» SOURCE MATERIAL:
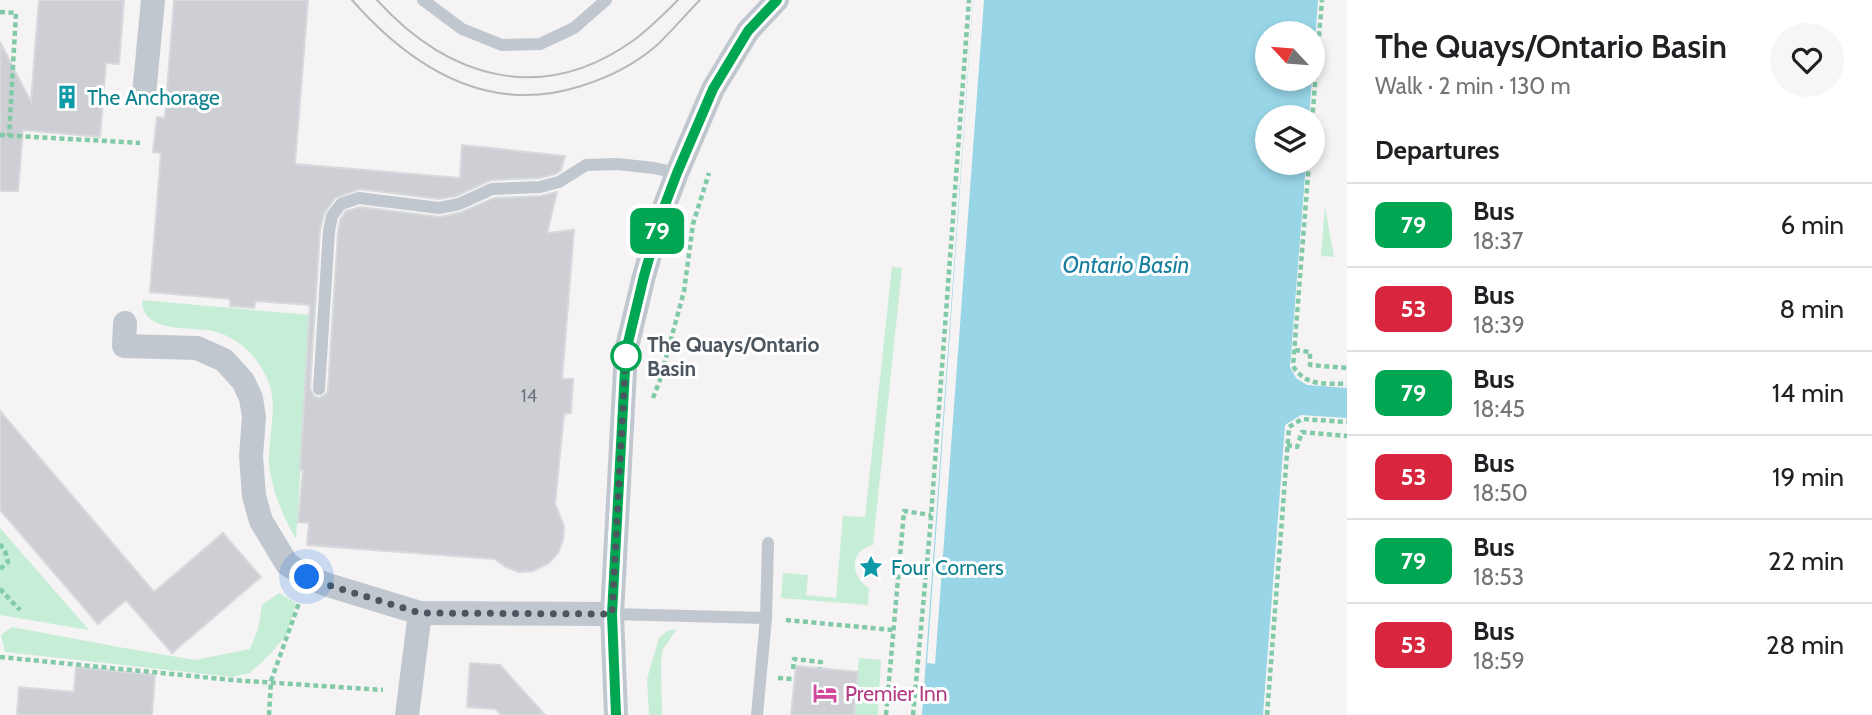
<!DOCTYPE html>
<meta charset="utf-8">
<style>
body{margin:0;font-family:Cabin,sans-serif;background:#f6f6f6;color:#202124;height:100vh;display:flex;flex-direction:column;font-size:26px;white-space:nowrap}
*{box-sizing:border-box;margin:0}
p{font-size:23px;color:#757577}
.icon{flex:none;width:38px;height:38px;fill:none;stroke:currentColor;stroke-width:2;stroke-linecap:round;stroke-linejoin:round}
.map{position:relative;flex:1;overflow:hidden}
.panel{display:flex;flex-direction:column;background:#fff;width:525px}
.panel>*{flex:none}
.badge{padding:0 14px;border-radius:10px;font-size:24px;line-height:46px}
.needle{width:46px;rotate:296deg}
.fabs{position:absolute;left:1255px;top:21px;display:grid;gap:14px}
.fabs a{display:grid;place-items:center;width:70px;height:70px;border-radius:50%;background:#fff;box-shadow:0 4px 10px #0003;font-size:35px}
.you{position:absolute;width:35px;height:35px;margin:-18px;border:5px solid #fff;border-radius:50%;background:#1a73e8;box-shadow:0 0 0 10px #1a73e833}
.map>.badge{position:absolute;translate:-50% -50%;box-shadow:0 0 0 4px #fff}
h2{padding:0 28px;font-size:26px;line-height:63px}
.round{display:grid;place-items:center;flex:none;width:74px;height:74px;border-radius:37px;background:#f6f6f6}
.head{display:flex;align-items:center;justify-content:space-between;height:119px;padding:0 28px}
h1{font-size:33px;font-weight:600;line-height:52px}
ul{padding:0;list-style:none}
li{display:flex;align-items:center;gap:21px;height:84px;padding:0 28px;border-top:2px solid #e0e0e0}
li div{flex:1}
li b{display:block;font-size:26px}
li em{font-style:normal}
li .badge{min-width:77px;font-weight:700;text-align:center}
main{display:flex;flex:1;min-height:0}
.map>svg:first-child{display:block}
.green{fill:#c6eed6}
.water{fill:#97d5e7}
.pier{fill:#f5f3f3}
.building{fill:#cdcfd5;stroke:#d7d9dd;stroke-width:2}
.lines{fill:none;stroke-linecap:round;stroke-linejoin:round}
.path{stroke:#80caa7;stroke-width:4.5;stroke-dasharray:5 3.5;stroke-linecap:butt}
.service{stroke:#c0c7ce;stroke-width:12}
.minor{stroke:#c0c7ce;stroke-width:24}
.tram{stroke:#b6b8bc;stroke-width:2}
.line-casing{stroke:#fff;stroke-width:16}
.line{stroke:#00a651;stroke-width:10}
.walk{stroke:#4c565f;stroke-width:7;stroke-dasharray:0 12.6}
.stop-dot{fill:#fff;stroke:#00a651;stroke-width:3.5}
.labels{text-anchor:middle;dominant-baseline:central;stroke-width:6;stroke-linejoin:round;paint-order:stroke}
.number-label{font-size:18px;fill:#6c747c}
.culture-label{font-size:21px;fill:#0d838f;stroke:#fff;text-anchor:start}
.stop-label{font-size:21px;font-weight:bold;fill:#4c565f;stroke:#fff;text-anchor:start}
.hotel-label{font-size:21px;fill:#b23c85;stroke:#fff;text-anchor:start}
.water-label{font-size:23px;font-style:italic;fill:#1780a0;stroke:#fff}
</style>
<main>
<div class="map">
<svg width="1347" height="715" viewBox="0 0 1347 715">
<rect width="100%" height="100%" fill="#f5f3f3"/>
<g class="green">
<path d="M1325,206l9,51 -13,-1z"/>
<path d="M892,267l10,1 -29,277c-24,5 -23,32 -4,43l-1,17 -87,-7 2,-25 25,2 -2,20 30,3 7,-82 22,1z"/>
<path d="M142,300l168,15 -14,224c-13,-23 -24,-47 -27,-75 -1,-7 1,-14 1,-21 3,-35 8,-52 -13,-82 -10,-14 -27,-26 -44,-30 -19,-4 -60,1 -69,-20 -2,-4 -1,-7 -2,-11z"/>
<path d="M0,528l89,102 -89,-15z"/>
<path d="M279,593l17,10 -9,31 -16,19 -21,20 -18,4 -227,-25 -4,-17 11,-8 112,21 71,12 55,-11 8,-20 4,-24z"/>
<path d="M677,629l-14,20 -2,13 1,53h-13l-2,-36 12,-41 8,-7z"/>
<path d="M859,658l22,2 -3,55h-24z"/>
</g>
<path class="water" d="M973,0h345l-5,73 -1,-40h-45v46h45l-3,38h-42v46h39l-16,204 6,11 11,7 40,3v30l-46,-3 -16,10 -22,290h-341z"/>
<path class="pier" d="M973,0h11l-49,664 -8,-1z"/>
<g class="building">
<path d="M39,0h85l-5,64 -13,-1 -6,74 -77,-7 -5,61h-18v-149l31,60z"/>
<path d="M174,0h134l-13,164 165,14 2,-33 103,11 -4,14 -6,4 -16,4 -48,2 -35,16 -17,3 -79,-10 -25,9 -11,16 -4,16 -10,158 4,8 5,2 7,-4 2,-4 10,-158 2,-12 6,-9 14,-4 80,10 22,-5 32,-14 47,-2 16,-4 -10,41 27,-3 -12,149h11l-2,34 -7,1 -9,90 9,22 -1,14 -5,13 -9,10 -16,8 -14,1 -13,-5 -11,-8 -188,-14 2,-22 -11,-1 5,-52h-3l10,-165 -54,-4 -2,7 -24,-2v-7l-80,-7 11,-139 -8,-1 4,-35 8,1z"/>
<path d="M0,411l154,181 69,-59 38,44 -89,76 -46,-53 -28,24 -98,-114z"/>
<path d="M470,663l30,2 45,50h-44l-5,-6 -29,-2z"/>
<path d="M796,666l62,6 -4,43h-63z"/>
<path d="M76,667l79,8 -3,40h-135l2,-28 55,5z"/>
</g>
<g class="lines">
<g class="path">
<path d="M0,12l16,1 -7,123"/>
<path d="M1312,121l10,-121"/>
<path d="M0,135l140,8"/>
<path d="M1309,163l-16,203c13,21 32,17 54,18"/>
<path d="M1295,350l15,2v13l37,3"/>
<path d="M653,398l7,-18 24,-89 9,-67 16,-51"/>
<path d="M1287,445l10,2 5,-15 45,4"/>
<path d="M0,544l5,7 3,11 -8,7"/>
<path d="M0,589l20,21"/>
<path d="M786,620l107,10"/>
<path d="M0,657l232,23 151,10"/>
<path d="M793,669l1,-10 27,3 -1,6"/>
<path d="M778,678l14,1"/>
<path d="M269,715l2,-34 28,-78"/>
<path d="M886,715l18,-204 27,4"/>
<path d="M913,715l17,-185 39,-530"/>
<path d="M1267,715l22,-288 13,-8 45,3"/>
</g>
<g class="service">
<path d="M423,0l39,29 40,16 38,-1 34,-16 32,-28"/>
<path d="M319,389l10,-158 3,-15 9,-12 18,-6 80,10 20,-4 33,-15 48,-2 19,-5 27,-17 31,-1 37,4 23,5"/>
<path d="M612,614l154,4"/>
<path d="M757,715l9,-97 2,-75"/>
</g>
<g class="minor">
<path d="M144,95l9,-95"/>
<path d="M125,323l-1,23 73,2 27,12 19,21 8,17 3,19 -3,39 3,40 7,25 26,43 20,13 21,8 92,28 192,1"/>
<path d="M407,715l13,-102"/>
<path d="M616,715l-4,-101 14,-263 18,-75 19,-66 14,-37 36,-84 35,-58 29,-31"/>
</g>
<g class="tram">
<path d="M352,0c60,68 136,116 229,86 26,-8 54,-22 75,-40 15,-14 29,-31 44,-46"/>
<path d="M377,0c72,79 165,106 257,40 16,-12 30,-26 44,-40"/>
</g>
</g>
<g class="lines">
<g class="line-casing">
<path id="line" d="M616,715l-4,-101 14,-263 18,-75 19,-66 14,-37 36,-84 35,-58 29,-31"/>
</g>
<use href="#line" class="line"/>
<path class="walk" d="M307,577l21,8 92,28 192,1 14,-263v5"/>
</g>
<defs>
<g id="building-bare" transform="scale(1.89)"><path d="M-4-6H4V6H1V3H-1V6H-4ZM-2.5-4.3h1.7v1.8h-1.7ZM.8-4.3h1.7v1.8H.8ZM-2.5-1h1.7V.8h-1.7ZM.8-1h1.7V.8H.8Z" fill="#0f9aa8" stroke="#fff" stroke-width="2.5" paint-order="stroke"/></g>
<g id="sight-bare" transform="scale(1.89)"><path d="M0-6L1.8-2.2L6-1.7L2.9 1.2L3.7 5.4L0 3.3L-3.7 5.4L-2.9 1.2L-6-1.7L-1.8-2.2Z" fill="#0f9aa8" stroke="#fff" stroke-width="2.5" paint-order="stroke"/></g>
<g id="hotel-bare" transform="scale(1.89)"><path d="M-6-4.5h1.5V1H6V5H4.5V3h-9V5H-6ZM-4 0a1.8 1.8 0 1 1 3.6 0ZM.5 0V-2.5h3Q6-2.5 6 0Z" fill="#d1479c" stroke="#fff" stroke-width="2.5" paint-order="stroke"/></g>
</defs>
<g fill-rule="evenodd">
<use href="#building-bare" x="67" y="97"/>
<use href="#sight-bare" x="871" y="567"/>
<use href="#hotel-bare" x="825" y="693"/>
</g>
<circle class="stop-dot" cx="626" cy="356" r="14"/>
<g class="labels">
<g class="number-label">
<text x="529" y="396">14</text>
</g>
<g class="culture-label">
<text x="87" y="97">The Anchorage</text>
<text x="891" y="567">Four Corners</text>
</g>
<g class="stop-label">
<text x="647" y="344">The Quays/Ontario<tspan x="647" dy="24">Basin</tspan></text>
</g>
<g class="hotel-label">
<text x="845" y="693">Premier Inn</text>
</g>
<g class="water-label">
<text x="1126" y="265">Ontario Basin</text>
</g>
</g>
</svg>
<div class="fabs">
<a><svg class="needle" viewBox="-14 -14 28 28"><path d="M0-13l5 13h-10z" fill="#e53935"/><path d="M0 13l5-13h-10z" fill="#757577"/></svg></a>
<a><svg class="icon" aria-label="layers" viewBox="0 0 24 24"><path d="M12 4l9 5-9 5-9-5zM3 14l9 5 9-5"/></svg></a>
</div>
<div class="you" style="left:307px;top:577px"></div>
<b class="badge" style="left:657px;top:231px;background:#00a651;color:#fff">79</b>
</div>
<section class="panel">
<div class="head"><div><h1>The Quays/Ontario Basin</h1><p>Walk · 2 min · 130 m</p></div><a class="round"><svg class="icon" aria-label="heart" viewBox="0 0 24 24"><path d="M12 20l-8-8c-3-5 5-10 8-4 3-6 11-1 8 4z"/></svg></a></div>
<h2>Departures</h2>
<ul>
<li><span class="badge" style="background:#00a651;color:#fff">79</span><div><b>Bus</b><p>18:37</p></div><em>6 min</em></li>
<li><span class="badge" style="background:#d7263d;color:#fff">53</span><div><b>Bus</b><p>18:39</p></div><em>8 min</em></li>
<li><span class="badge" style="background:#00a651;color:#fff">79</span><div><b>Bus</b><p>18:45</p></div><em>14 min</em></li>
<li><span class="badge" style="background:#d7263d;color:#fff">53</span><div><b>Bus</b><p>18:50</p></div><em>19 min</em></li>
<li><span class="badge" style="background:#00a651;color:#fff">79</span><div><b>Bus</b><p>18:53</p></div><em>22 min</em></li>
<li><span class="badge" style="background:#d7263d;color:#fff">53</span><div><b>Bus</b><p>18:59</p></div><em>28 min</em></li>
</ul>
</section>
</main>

» ASSIGNMENT:
Tell how many lines of the data above include the string "water", with no other text in the answer.

» EXPECTED ANSWER:
4